Open jihwanp opened 3 years ago
What about if you remove the redundant overlapping part of the concatenated clips?
@jihwanp I noticed this as well. The textual overlap is in the ASR subtitles from Youtube already. However, that actually depends on the subtitle format you download from Youtube. VTT has the issue while the TTML subtitles look more clean. Note: The overlap is still there but only in the timestamps. The text itself is clean.

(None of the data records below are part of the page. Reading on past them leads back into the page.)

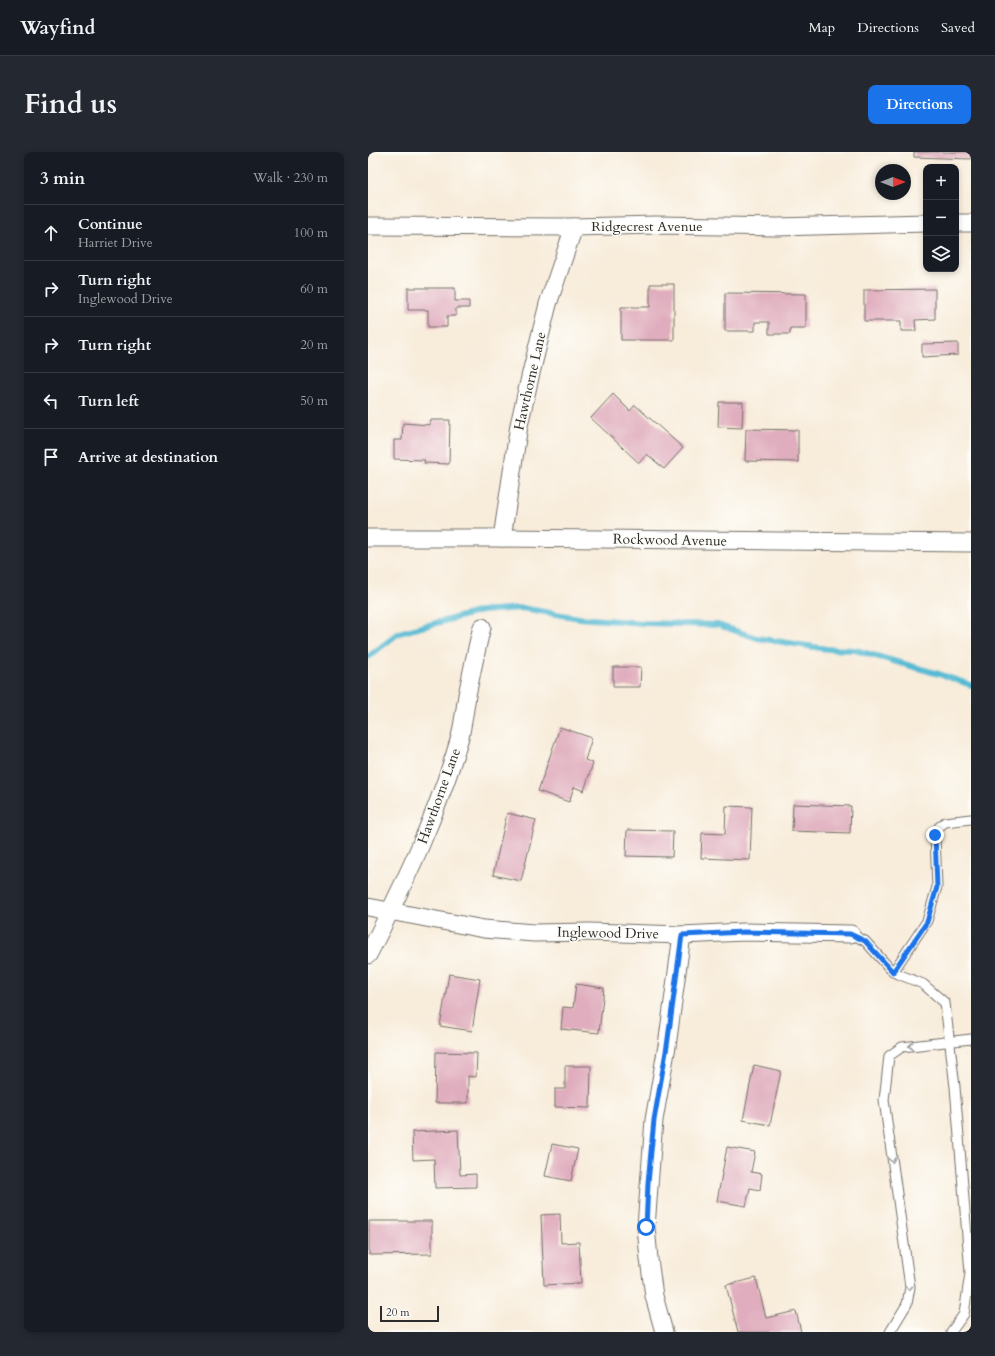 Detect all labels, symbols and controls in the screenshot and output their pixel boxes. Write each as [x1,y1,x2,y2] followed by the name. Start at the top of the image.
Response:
[20,15,95,41] text: Wayfind
[809,18,835,37] text: Map
[857,18,919,37] text: Directions
[941,18,975,37] text: Saved
[24,85,117,123] text: Find us
[868,85,971,124] button: Directions
[875,164,911,200] north arrow
[923,164,959,272] map controls
[923,164,959,200] button: +
[40,167,85,190] text: 3 min
[253,169,328,187] text: Walk · 230 m
[923,200,959,236] button: −
[78,214,143,234] text: Continue
[591,217,703,236] street label: Ridgecrest Avenue
[40,222,62,244] icon: ahead
[294,224,328,242] text: 100 m
[78,234,153,252] text: Harriet Drive
[923,236,959,272] button: layers
[78,270,151,290] text: Turn right
[40,278,62,300] icon: right
[300,280,328,298] text: 60 m
[78,290,173,308] text: Inglewood Drive
[509,330,551,432] street label: Hawthorne Lane
[40,334,62,356] icon: right
[78,335,151,355] text: Turn right
[300,336,328,354] text: 20 m
[40,390,62,412] icon: left
[78,391,139,411] text: Turn left
[300,392,328,410] text: 50 m
[40,446,62,468] icon: arrive
[78,447,218,467] text: Arrive at destination
[613,530,727,550] street label: Rockwood Avenue
[413,745,465,847] street label: Hawthorne Lane
[926,826,944,844] route end
[557,923,659,943] street label: Inglewood Drive
[908,1041,914,1050] one-way arrow
[887,1157,896,1163] one-way arrow
[637,1218,655,1236] route start
[904,1285,913,1292] one-way arrow
[380,1304,439,1323] scale bar
[386,1305,410,1320] text: 20 m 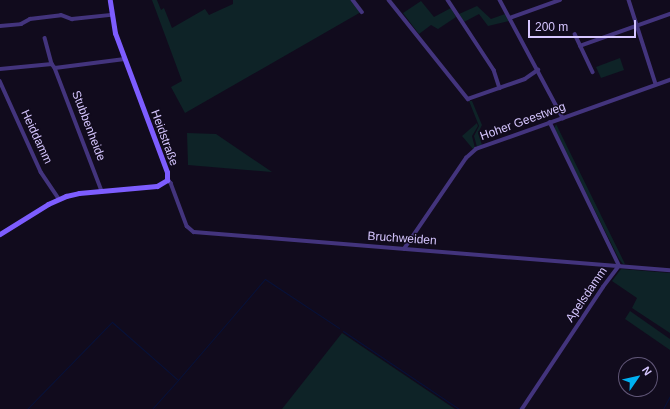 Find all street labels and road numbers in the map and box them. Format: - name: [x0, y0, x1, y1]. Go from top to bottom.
- street label: Stubbenheide: [68, 89, 108, 163]
- street label: Hoher Geestweg: [478, 100, 568, 144]
- street label: Heiddamm: [17, 108, 55, 166]
- street label: Heidstraße: [147, 108, 181, 168]
- street label: Bruchweiden: [367, 229, 437, 249]
- street label: Apelsdamm: [563, 265, 611, 325] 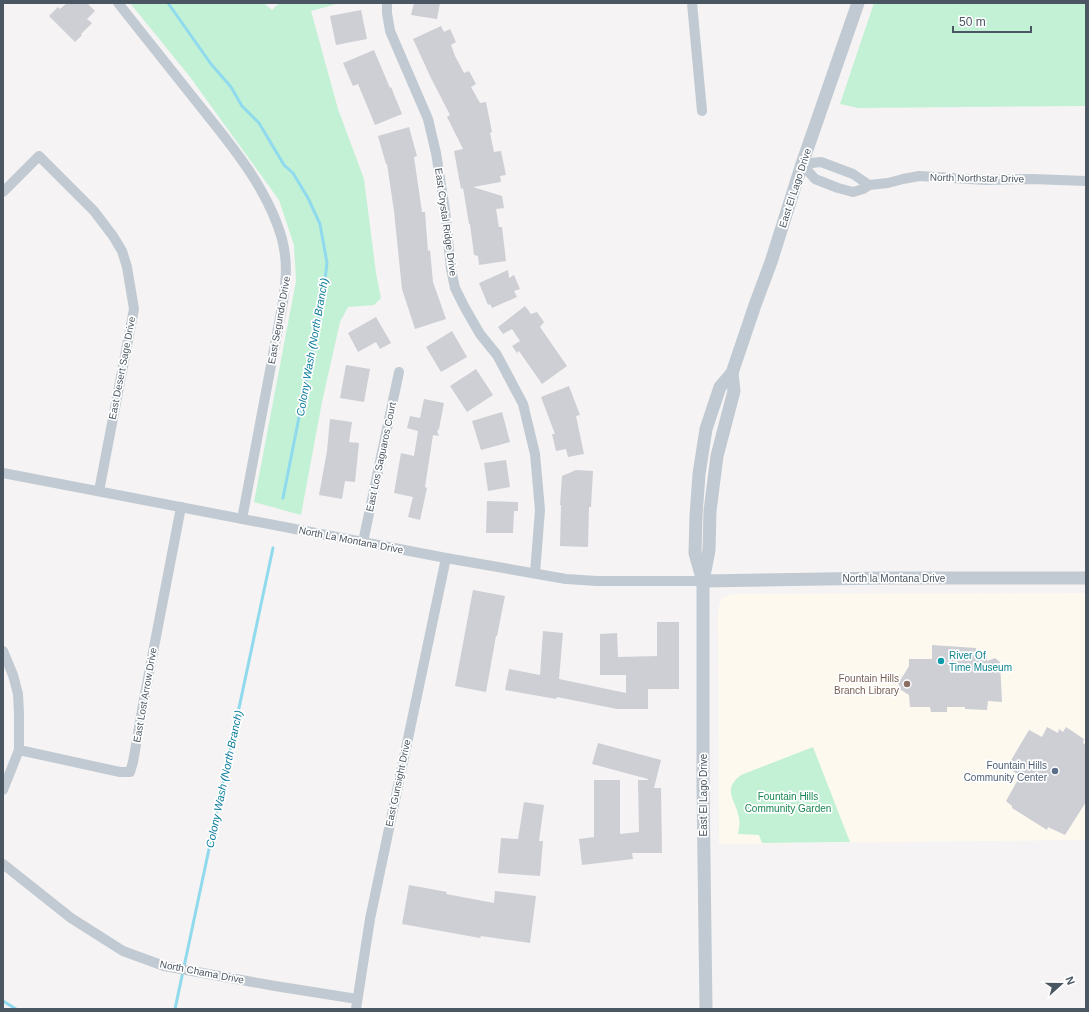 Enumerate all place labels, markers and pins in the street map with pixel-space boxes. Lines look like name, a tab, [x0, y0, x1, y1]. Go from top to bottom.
place label: River Of Time Museum	[949, 650, 1012, 673]
marker: River Of Time Museum	[936, 656, 946, 666]
place label: Fountain Hills Branch Library	[834, 673, 899, 696]
marker: Fountain Hills Branch Library	[902, 679, 912, 689]
place label: Fountain Hills Community Center	[964, 760, 1048, 783]
marker: Fountain Hills Community Center	[1050, 766, 1060, 776] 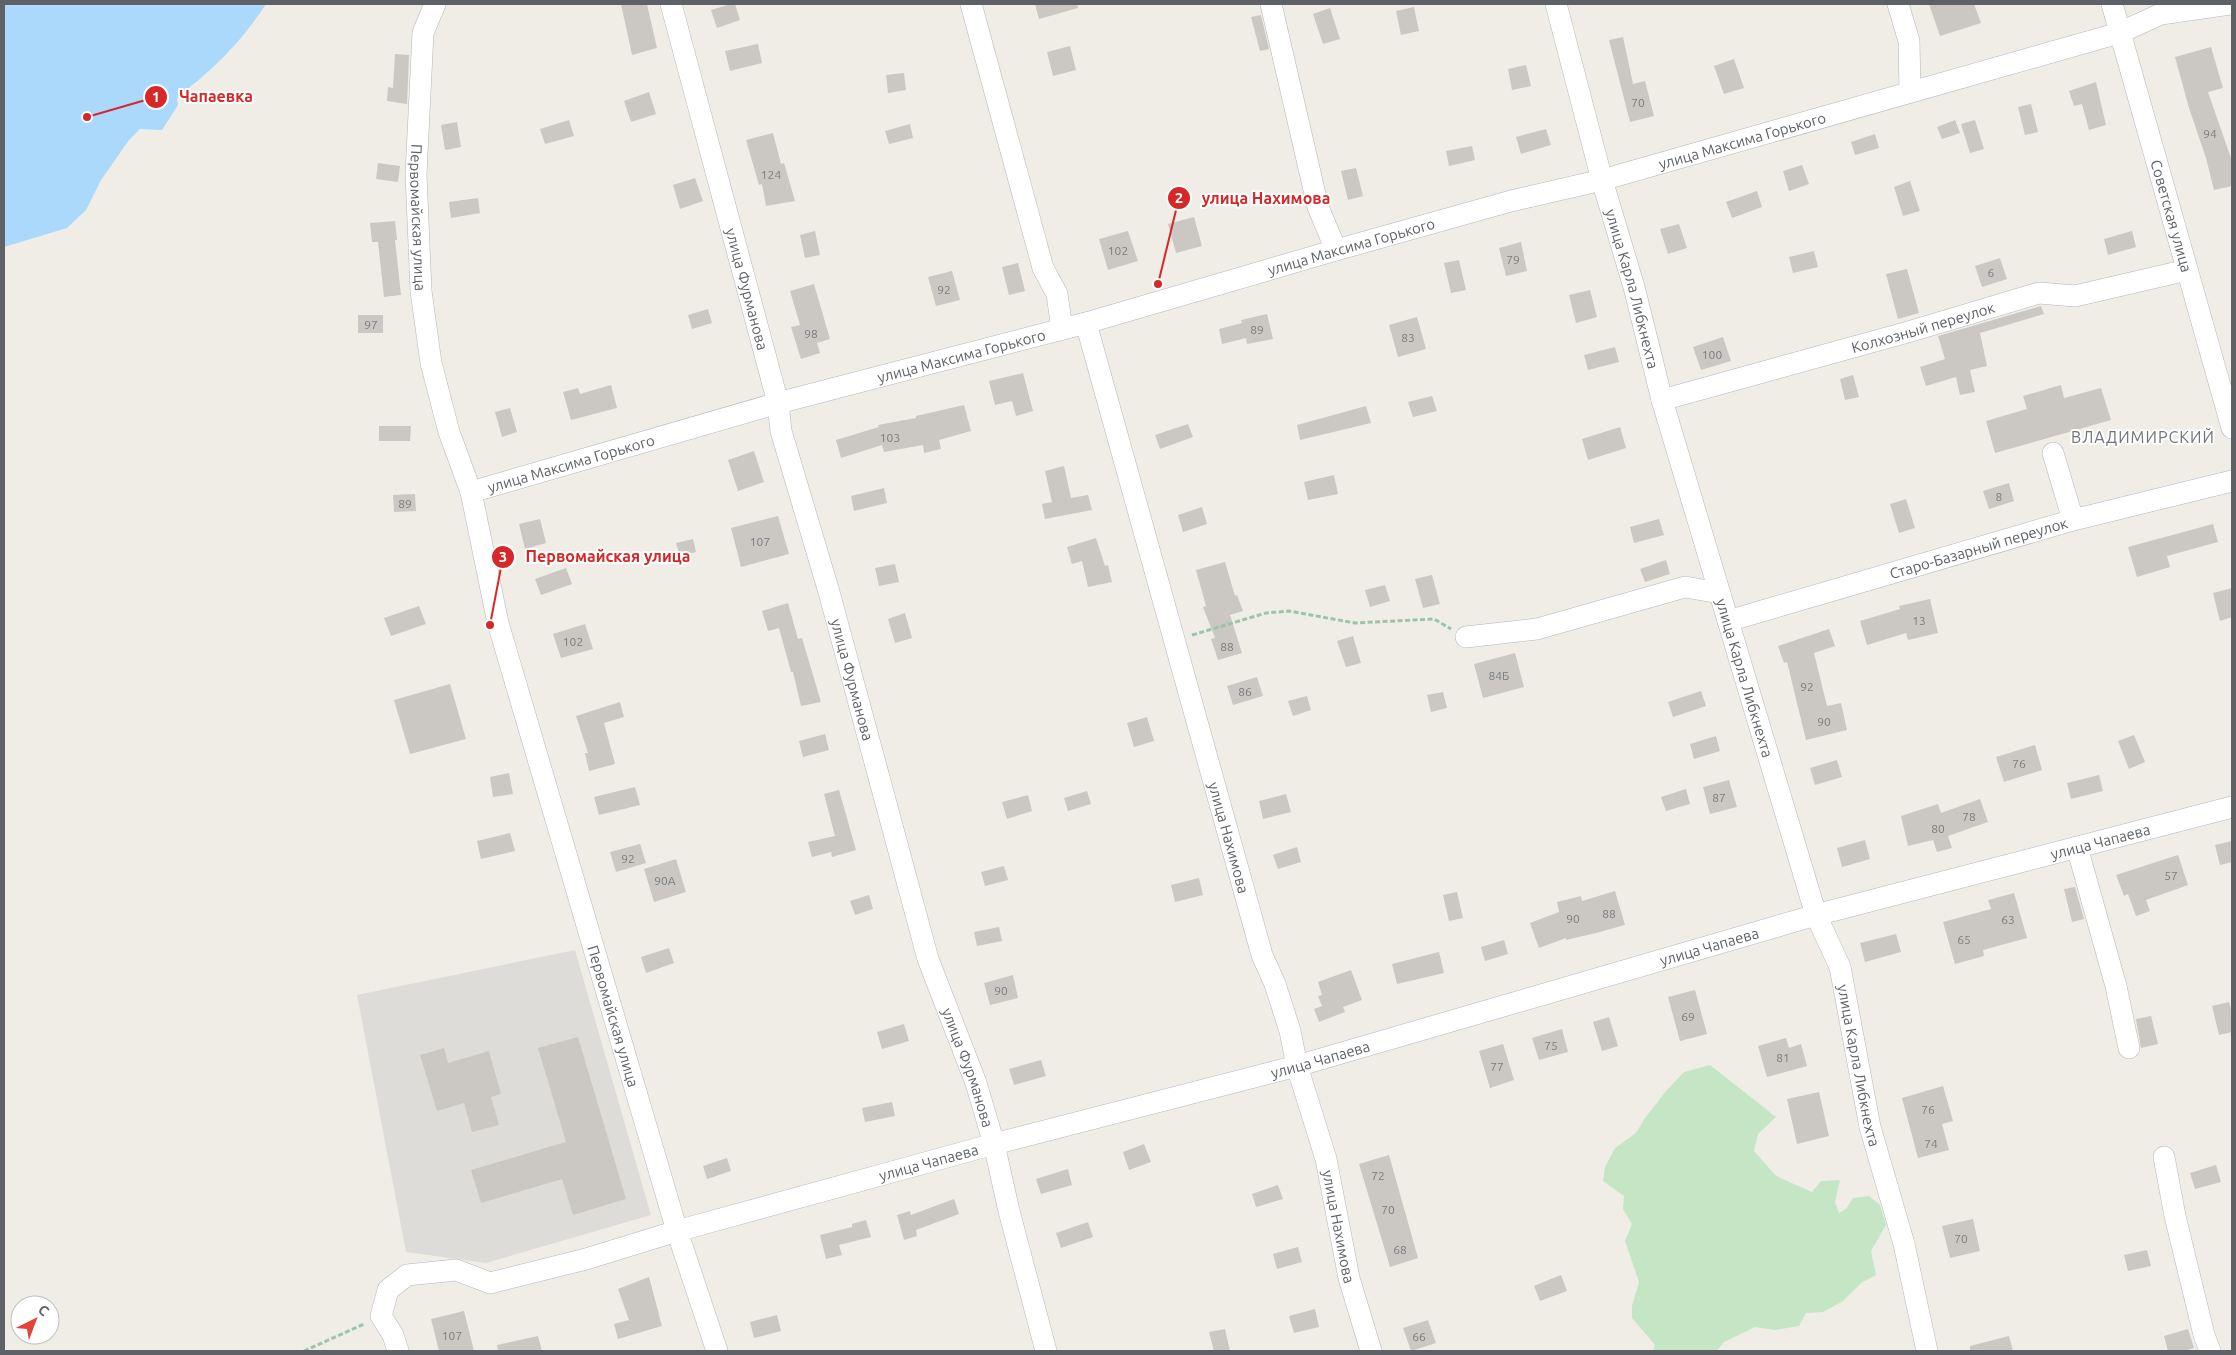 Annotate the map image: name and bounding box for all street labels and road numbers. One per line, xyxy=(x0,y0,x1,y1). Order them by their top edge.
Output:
street label: улица Максима Горького xyxy=(1656,108,1828,172)
street label: Первомайская улица xyxy=(407,144,429,291)
street label: Советская улица xyxy=(2148,157,2196,274)
street label: улица Карла Либкнехта xyxy=(1603,207,1662,370)
street label: улица Максима Горького xyxy=(1266,214,1437,278)
street label: улица Фурманова xyxy=(723,226,772,352)
street label: Колхозный переулок xyxy=(1849,298,1997,356)
street label: улица Максима Горького xyxy=(875,325,1047,385)
street label: улица Максима Горького xyxy=(485,431,656,495)
street label: Старо-Базарный переулок xyxy=(1887,513,2070,582)
street label: улица Карла Либкнехта xyxy=(1713,596,1777,759)
street label: улица Фурманова xyxy=(828,617,877,742)
street label: улица Нахимова xyxy=(1206,780,1253,895)
street label: улица Чапаева xyxy=(2049,820,2152,862)
street label: улица Чапаева xyxy=(1658,924,1761,969)
street label: Первомайская улица xyxy=(585,943,643,1089)
street label: улица Карла Либкнехта xyxy=(1835,983,1884,1148)
street label: улица Фурманова xyxy=(939,1005,997,1129)
street label: улица Чапаева xyxy=(1269,1037,1372,1081)
street label: улица Чапаева xyxy=(877,1140,980,1184)
street label: улица Нахимова xyxy=(1320,1168,1359,1285)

I guess this is due to limitations of the subtitle format to achieve the desired effect on screen, as those formats are meant for visualization and not data storage.
Hope this helps.
Example (video qREX695vxKs): VTT:
00:00:04.400 --> 00:00:06.309 align:start position:0%
hey there real woman of philadelphia and
00:00:06.309 --> 00:00:06.319 align:start position:0%
hey there real woman of philadelphia and
00:00:06.319 --> 00:00:06.950 align:start position:0%
hey there real woman of philadelphia and
paula dean
00:00:06.950 --> 00:00:06.960 align:start position:0%
paula dean
00:00:06.960 --> 00:00:09.030 align:start position:0%
paula dean
my name is peyton kaminski and i'm about
TTML:
<p begin="00:00:04.400" end="00:00:06.960" style="s2">hey there real woman of philadelphia and</p>
<p begin="00:00:06.319" end="00:00:09.040" style="s2">paula dean</p>
<p begin="00:00:06.960" end="00:00:10.400" style="s2">my name is peyton kaminski and i'm about</p>
<p begin="00:00:09.040" end="00:00:12.080" style="s2">to be moving to florida in a couple</p>
I noticed that the caption csv file seems to have many overlaps for each clip. I want to see the long range pair, but I think it'll be a problem if I just concatenate them. Is there any way to get a video-caption pair? Do I have to use ASR on my own? By the way, thanks for sharing nice work.